Reading Poker Winners are different
Here are some quotes and screenshots :
Because there are so many unknowns it’s impossible to make +EV only bets. Even the greatest player often misread situations and make -EV bets.
The more you know and the less they know,
The lower your risk and the greater your reward.
Learn your opponent situations and intentions
Conceal your own situation and intentions.
If you can read your opponent faster and better then you will have the best of it.
If everyone knows something then it has hardly any value.
“Getting the best of it” means discovering or creating situations in which you have an edge, a positive expectation (+EV). “Making the most of it” means acting decisively to get the full value from that edge.
The less information you have, the higher your risks and the lower your rewards.
The more information your opponents have, the higher your risks and the lower your rewards.
Get the best of it by acquiring more information, processing it well, and transmitting only the information they want opponents to have.
Make the most of it by acting decisively.
Since winners want to maximize their edge, they focus on topics that increase it, and they pay little attention to everything else.

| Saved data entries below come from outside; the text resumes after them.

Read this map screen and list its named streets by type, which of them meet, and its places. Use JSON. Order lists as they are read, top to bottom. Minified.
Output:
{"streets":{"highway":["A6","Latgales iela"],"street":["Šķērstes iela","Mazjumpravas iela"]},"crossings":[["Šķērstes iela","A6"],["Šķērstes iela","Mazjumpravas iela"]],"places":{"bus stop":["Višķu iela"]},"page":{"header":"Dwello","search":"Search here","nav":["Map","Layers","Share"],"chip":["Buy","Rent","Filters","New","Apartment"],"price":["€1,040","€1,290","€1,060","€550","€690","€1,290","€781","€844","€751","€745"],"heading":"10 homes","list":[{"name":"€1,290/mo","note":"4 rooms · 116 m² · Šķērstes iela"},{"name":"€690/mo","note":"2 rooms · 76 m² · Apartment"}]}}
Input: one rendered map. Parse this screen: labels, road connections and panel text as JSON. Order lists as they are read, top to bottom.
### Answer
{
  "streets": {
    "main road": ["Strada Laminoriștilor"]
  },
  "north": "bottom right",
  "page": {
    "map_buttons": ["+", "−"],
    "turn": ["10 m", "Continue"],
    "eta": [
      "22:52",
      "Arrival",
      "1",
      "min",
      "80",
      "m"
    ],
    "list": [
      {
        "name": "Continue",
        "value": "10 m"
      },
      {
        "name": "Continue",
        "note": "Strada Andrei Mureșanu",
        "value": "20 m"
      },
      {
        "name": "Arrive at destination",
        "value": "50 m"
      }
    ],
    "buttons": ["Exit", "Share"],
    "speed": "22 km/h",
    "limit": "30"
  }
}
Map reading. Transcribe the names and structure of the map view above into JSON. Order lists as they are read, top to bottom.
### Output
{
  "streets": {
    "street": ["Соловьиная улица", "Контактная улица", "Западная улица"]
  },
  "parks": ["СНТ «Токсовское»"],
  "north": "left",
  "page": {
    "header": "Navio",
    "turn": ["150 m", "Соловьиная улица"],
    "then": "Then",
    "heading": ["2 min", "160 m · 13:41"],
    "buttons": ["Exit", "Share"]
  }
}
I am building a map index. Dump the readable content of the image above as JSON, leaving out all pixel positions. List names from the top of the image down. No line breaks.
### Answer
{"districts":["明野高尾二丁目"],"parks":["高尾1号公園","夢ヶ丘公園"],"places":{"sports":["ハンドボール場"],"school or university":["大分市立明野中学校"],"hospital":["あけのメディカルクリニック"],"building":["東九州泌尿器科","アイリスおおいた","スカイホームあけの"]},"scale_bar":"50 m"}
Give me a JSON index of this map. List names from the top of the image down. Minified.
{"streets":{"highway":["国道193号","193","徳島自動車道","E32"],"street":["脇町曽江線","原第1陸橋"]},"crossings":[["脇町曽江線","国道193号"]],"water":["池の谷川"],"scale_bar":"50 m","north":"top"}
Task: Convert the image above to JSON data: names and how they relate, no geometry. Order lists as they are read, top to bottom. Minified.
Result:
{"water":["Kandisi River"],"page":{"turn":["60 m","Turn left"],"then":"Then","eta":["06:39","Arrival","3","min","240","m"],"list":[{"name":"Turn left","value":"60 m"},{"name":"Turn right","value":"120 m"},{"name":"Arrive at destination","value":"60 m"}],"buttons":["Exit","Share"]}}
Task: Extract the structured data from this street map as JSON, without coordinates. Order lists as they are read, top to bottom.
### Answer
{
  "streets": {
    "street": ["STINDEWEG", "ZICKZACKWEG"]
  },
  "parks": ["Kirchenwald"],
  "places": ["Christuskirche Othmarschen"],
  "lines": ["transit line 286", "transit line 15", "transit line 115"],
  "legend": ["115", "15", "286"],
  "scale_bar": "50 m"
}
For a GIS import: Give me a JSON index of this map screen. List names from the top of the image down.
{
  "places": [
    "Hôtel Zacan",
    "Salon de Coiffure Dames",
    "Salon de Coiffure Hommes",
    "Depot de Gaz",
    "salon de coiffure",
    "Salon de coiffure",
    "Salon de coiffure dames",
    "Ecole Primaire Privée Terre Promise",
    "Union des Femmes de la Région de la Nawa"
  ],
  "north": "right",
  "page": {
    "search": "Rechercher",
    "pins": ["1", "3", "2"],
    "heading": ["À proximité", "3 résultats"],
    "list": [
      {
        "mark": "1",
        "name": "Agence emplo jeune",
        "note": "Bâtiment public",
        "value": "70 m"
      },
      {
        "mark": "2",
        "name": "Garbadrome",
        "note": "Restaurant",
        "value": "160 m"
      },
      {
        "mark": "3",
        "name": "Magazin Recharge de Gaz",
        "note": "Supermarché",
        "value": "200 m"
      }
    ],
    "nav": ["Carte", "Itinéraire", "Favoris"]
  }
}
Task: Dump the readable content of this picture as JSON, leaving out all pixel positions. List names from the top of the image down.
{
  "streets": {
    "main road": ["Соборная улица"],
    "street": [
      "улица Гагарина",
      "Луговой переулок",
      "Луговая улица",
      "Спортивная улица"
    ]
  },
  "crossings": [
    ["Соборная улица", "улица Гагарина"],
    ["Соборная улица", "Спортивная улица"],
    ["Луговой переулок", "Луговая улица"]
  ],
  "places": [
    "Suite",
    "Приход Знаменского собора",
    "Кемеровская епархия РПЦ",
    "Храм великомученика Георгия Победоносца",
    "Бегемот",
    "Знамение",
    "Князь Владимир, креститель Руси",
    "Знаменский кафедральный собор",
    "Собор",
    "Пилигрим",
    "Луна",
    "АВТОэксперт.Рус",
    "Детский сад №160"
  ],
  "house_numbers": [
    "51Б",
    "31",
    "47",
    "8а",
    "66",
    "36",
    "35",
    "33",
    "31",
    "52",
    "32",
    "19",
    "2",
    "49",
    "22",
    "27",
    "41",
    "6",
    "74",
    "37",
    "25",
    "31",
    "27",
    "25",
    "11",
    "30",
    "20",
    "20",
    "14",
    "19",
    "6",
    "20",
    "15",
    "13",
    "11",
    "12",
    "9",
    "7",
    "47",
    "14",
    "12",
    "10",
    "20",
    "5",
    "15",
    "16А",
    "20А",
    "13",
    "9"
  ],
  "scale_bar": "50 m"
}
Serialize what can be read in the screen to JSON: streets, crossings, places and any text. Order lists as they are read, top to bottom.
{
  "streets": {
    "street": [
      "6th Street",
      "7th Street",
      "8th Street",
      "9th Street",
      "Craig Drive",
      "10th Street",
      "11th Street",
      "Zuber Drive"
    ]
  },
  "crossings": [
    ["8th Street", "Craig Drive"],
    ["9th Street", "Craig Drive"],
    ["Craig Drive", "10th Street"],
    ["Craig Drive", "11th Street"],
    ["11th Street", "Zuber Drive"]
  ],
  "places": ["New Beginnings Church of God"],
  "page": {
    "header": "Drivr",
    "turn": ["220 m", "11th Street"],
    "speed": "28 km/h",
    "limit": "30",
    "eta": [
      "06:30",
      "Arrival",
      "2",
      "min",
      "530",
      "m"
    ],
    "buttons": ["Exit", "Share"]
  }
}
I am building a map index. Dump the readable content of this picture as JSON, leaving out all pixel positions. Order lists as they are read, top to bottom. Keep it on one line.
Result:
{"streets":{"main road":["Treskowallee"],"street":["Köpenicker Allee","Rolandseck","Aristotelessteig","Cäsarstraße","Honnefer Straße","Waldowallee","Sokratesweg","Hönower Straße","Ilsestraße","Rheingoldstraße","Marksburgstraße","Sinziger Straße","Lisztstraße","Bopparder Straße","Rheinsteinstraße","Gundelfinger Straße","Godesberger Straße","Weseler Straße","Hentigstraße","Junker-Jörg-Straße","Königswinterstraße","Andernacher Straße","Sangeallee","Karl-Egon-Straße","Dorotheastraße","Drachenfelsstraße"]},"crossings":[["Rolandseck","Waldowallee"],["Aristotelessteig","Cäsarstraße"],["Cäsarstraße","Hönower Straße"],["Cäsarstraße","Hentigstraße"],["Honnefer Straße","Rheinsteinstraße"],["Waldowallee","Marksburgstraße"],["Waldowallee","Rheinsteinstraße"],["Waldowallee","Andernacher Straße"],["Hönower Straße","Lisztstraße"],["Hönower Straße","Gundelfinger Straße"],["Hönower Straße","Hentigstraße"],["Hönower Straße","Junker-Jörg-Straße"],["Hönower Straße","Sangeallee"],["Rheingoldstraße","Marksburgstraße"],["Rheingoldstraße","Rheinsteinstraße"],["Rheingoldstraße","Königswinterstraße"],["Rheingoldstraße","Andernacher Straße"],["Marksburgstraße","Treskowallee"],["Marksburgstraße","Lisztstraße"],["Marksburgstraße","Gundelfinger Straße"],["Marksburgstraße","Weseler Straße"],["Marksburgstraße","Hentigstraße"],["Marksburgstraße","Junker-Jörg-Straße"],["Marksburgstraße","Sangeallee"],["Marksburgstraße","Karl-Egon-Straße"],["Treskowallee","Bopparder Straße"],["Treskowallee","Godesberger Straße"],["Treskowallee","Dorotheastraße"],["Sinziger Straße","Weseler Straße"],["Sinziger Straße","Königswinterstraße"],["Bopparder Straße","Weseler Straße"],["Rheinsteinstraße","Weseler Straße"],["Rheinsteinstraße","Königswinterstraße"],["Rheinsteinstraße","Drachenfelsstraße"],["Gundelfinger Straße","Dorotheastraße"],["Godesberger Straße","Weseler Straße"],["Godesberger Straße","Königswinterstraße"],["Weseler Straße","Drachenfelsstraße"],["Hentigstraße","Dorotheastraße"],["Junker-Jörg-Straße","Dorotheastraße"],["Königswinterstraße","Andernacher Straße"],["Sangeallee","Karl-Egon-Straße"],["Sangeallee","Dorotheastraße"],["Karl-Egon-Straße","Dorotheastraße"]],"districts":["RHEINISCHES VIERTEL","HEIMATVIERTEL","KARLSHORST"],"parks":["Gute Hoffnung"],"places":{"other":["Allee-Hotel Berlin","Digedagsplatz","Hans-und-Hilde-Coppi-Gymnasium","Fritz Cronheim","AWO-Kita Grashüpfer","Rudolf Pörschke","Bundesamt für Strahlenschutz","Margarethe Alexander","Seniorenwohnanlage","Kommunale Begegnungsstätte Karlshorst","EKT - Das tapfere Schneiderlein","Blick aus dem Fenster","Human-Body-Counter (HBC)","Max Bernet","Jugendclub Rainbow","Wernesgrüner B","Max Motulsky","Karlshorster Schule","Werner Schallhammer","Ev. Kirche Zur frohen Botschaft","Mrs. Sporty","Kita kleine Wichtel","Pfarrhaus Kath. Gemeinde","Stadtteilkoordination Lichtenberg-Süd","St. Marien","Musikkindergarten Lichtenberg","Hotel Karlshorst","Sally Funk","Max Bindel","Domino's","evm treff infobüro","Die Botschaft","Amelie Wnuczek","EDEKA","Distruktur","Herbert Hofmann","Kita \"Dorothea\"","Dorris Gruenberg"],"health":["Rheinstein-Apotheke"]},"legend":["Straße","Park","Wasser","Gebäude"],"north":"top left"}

Losers don’t control their focus, wasting time and energy on subjects that don’t affect profits.
Since their long-term profits will be approximately equal to the total EV of their decisions, they focus on making good decisions. They will even make short-term sacrifices of chips, time, and comfort to increase their ultimate profits. For example, they invest time and money in developing their skills and deliberately misplay occasional hands to create an image or set a trap.
Winners want suckers to keep making–EV plays because their bad decisions increase the winners’ EV and long-term profits.
They constantly think in terms of EV. They would like to win this hand, of course, but winning it is much less important than maximizing their EV. If they can get a favorable expectation, they know they must ultimately win.
Poker is all about picking on the weak. It may be weak hands, weak players, or just weak play.
Since your power depends on how your cards, skill, position, and so on, compare to those of the other players, you have to focus on them. The information you should get about them can be divided into three time periods: short term, long term, and intermediate term.
“The most common way to read hands is to analyze the meaning of an opponent’s check, bet, or raise, and then to consider the plays he has made throughout the hand, along with the exposed cards.”
“Any mannerism which helps you determine the secrets of an opponent’s hand is called a tell.”
Many losers don’t look at their opponents, or they look to their right to see what opponents have done. Winners look left to learn the intentions of the people behind them. They apply a simple principle: the earlier information is received and the fewer people who have it, the more valuable it is.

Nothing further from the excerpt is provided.